The inventory balance also increased sequentially mainly in preparation for an expected increase in shipments in Q2 compared to Q1 of approximately $12 million. Inventory days were essentially flat at 99. Accounts payable days were also flat quarter-over-quarter at 68. And the overall cash conversion cycle increased by 6 days to 114.
Fixed asset additions in Q1 were approximately $1.5 million and depreciation for the first quarter was $1.1 million. Deferred profits at the end of March were $4.8 million, down $2.1 million quarter-over-quarter. The related deferred revenue at the end of Q1 was $5.7 million, that's down $3.6 million sequentially.
Cohu's Directors approved a quarterly cash dividend of $0.06 per share payable on July 28, 2017 to shareholders of record on June 16, 2017. And now moving to our guidance for Q2, shipments in Q2 are expected to be approximately $12 million higher than Q1.
However, some revenue recognition will be deferred to Q3 as a result of shipping to new customers, as well as shipping new handlers to existing customers, both of which require customer acceptance prior to recognizing revenue. As a result, we expect sales will be sequentially 6% higher at $86 million.
Gross margin in Q2 is forecasted to be approximately 40%. Operating expenses for the second quarter are expected to be approximately $22 million essentially flat quarter-over-quarter. Our projection for Q2 non-GAAP operating expense excludes approximately $300,000 of Kita inventory write-up cost which will flow through cost of sales.
Additionally, any changes to our initial estimates of the fair value of Kita assets including intangible assets acquired may result in different amortization amounts being recorded in the second quarter or future quarters.
And before we conclude our prepared remarks, I want to mention that we will be hosting a Corporate Access Day with equipment demonstrations in conjunction with SEMICON West on July 13 at the Marriot and Santa Clara.
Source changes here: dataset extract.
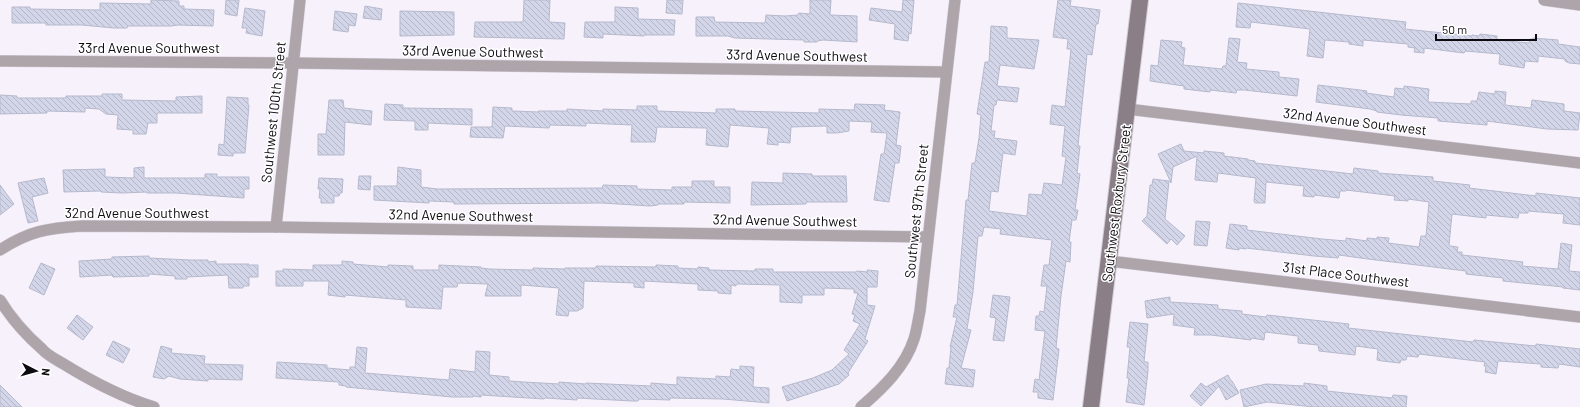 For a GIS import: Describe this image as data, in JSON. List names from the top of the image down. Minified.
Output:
{"streets":{"main road":["Southwest Roxbury Street"],"street":["33rd Avenue Southwest","Southwest 100th Street","32nd Avenue Southwest","Southwest 97th Street","31st Place Southwest"]},"crossings":[["33rd Avenue Southwest","Southwest 100th Street"],["33rd Avenue Southwest","Southwest 97th Street"],["Southwest 100th Street","32nd Avenue Southwest"],["32nd Avenue Southwest","Southwest Roxbury Street"],["32nd Avenue Southwest","Southwest 97th Street"],["Southwest Roxbury Street","31st Place Southwest"]],"scale_bar":"50 m","north":"right"} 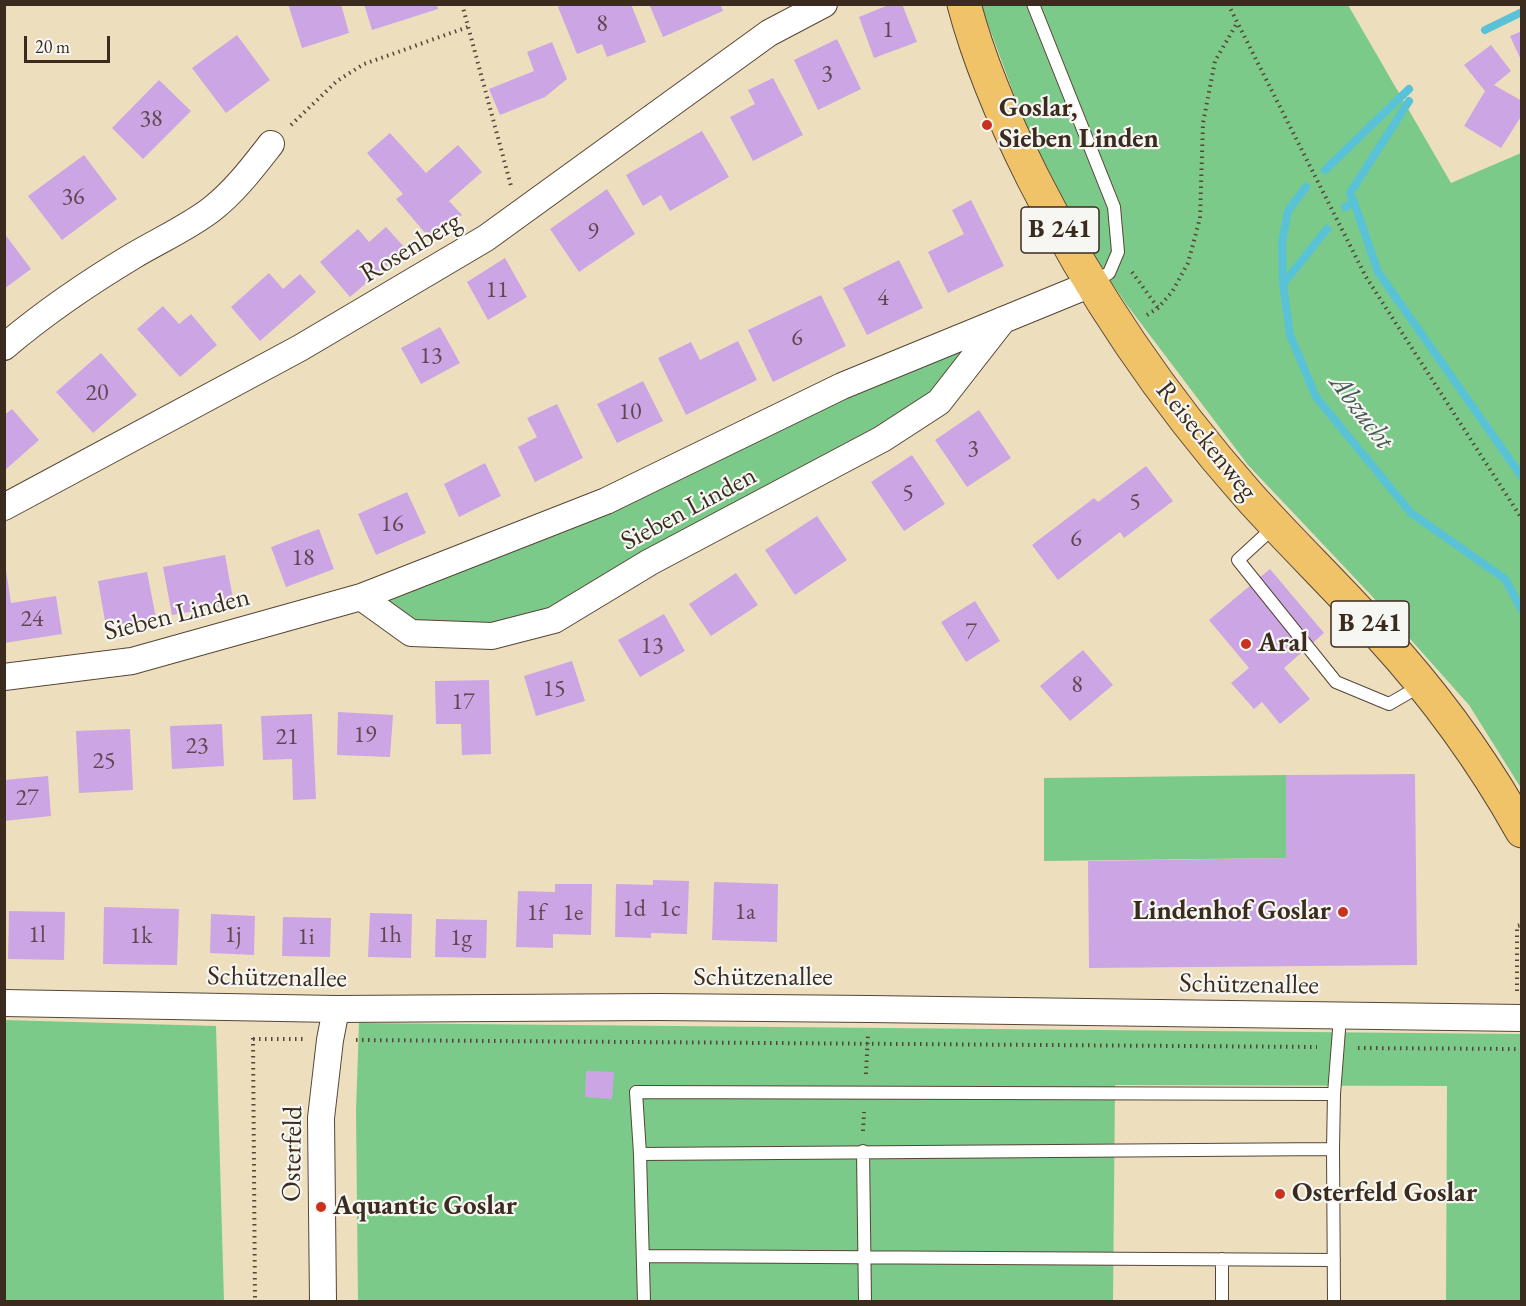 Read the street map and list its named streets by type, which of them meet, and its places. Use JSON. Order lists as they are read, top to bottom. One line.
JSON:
{"streets":{"main road":["B 241","Reiseckenweg"],"street":["Rosenberg","Sieben Linden","Schützenallee","Osterfeld"]},"crossings":[["Reiseckenweg","Sieben Linden"],["Schützenallee","Osterfeld"]],"water":["Abzucht"],"places":["Goslar, Sieben Linden","Aral","Lindenhof Goslar","Osterfeld Goslar","Aquantic Goslar"],"house_numbers":["8","1","3","38","36","9","11","4","6","13","20","10","3","5","5","16","6","18","24","7","13","8","15","17","19","21","23","25","27","1d","1c","1a","1f","1e","1l","1j","1h","1k","1i","1g"],"scale_bar":"20 m"}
Investors interested in attending the Corporate Access Day can contact Cohu Investor Relations for all the details.
Additionally, we will be presenting at the B Riley Conference in Los Angeles in May, the Stifel Conference in San Francisco in June and the CEO Summit in San Francisco in July. That concludes our prepared remarks. And now we'll take questions. .
[Operator Instructions] Our first question comes from the line of David Duley from Steelhead Securities. Please proceed with your question..
Yes. Thanks for taking my questions and congratulation on nice results. Just a couple things.
Since -- have you changed your expectations for the size of the handler market since the start of the year given the results that were a bit better than expected?.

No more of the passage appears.